Thursday, May 22, 2008

Don't Be Too Judge Reliant

I'm making a little confession here about a stupid thing I did recently to save you a future hassle.
I over-relied on a particular judge's idiosyncrasies to the detriment of what I wanted done. Nothing major or particularly fatal longer-term but I had a less than perfectly productive court date. Because, "our" judge wasn't on the bench for our court date.

I have this case that's been going on for 5+ years and we're now at the post-appeals stage (If you want a primer on the Illinois Partition Act just ask...that's this case). Well, we've had this same trial judge for all that time and he knows the case well. And he has this thing that he literally does NOT look at pleadings. So over five years I've probably filed 50ish motions/petitions and he's likely never looked at one of them and he shuns even your attempt to hand documents to the bench when you're before him.

And wouldn't ya know it this week he wasn't there, and his replacement actually wanted a written motion in order to do what we wanted done. And this BAD, BAD lawyer didn't have one.

That Bothers Me!

Well lets see here, there are golf driving ranges that charge more for hitting off grass than off mats; loud music played in public places; and, people who have more than one hand on the table while eating. Yep, those three things bother me!

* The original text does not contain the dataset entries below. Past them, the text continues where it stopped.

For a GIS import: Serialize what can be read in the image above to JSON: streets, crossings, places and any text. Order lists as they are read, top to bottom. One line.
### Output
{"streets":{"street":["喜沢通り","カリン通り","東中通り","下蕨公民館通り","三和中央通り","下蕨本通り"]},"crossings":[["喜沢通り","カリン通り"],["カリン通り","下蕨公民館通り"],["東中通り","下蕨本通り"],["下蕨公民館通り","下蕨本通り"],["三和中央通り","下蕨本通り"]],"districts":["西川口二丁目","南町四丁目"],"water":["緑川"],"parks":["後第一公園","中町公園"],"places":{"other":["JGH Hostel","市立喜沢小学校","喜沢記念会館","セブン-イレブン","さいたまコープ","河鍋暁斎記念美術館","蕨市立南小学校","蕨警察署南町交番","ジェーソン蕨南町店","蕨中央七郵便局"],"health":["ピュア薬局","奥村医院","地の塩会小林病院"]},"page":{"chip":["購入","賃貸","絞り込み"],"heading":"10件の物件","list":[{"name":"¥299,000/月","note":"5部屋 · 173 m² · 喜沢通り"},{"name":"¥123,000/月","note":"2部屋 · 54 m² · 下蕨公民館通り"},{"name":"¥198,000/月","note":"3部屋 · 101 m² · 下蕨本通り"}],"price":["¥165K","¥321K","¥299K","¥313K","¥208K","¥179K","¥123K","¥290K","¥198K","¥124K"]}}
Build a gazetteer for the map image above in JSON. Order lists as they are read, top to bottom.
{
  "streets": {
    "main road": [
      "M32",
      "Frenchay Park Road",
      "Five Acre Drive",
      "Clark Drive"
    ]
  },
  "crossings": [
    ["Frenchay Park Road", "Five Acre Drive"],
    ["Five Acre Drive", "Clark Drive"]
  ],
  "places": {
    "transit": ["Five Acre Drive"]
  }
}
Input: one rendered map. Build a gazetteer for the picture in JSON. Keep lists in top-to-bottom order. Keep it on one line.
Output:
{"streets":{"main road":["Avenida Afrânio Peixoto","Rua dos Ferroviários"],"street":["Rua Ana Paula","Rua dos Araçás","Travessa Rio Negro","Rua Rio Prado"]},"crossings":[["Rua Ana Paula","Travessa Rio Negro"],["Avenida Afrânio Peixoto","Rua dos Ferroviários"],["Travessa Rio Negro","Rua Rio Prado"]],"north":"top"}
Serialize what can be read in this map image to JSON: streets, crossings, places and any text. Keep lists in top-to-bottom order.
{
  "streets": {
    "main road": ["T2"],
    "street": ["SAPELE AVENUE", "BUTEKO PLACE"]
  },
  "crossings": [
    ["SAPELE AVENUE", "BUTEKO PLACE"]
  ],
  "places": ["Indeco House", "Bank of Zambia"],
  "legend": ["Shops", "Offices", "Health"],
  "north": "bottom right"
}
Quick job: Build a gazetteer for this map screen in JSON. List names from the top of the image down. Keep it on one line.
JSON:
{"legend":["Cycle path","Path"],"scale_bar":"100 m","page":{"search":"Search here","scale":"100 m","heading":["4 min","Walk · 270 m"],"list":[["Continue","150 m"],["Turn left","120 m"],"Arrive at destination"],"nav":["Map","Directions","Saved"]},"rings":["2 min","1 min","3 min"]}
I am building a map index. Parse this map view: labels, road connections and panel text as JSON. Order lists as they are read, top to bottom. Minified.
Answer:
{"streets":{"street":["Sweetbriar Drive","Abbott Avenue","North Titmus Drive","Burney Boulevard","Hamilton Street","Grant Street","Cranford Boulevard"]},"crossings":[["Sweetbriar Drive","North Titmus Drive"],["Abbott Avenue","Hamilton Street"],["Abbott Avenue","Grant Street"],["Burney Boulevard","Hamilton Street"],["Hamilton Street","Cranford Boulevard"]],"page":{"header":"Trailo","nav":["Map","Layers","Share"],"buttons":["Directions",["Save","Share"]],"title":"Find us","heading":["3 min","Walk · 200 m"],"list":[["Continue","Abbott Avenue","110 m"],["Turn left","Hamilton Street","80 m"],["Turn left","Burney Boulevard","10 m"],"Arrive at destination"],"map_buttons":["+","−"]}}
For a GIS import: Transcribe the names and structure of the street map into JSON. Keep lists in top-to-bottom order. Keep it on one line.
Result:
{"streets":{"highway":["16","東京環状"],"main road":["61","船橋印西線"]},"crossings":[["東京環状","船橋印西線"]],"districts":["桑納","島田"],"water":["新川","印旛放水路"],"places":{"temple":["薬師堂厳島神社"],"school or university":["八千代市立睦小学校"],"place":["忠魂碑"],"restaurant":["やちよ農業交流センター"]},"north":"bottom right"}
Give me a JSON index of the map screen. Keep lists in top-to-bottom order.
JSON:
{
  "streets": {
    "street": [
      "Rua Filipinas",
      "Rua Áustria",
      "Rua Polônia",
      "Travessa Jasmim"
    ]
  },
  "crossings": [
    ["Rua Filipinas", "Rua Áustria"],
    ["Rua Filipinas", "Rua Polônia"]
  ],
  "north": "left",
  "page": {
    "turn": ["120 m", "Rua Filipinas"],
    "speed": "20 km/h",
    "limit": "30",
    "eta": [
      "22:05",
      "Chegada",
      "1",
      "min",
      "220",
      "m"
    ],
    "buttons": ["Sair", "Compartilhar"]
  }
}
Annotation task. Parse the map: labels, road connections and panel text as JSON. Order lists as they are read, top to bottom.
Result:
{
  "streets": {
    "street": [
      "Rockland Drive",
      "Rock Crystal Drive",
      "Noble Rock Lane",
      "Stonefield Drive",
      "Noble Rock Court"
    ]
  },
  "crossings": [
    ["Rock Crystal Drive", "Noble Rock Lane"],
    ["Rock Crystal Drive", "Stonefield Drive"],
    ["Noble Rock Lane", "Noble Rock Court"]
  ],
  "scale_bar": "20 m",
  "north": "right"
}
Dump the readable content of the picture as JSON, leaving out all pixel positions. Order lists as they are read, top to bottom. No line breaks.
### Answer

But keeping it in lawyerland here, how 'bout judges that hold-up their courtrooms for 5-10 minutes per case by drafting court orders for pro se litigants. I had a morning over a 32 W. Randolph this week and the phenomena is prevalent over there. The issue is that there are many, many cases there (parentage court) where neither party is represented by counsel. But is it really the best use of your time (and the public's dollar/time) to be spending 5-10 minutes once every say 4 cases or so to be drafting a court order while a room of 25 other litigants waits?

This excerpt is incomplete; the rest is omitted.